◆ EXERCISE
Find every line in the records that holds the string "positions". Copy each one.

◆ DATA RECORDS
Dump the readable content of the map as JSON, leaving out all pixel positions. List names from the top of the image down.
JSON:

* * *

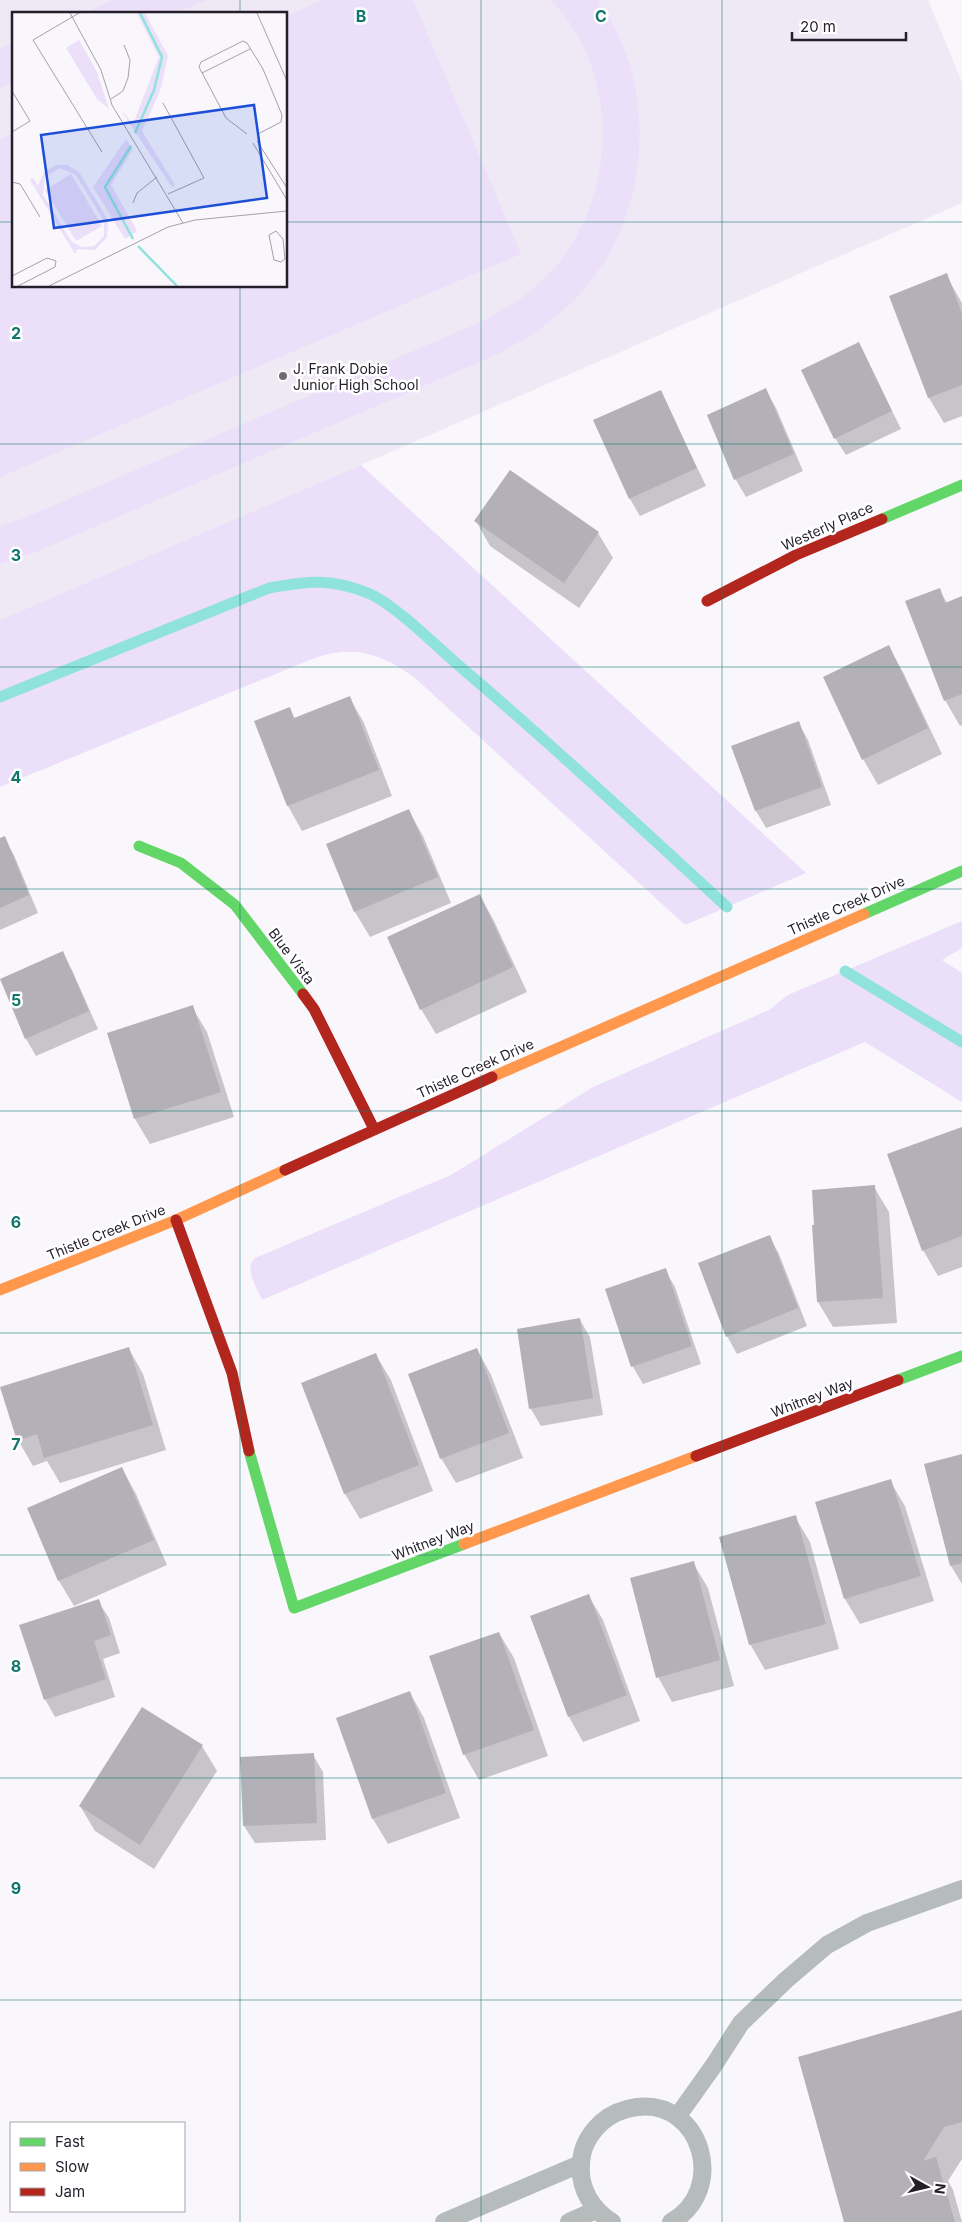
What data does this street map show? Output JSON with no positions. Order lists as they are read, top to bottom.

---

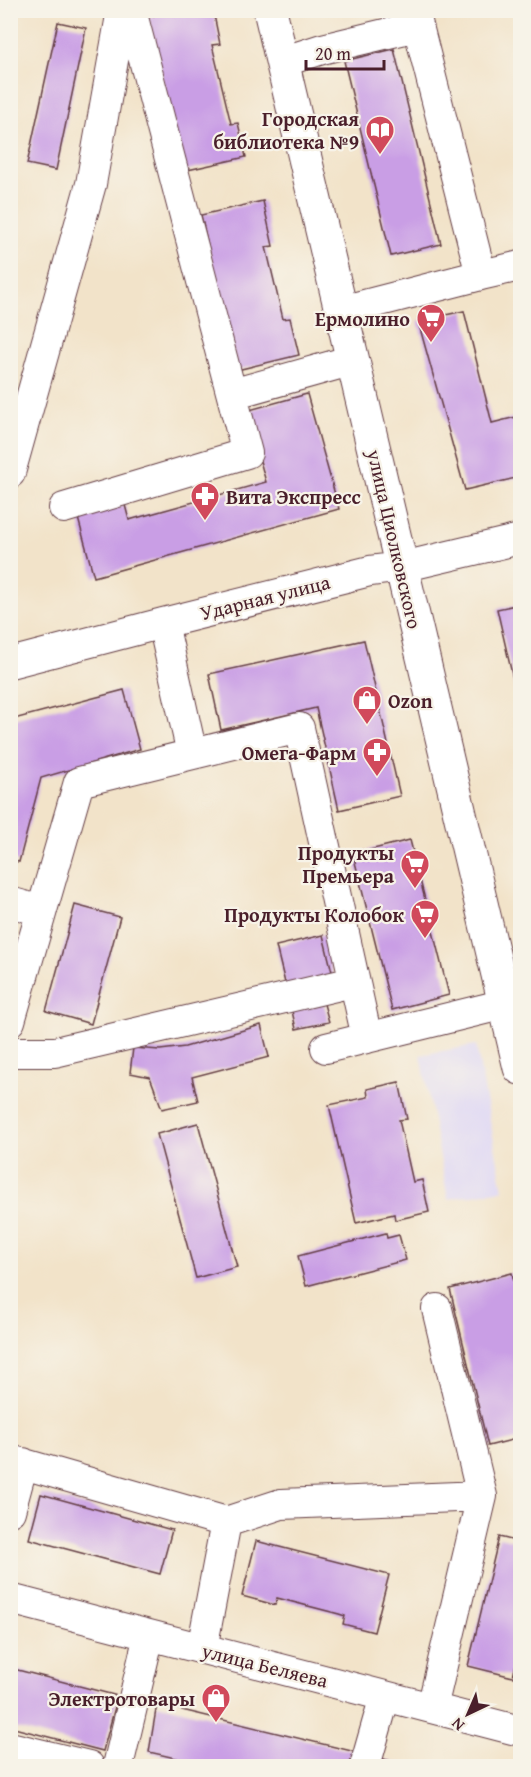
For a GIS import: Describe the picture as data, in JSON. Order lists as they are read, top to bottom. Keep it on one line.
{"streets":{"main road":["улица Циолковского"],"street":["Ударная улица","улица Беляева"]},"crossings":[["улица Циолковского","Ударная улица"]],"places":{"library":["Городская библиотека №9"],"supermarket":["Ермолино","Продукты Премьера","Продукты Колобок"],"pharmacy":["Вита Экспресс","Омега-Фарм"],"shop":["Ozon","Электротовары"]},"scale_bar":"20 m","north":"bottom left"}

◆ EXERCISE RESULT
Dump the readable content of the map as JSON, leaving out all pixel positions. List names from the top of the image down.
What data does this street map show? Output JSON with no positions. Order lists as they are read, top to bottom.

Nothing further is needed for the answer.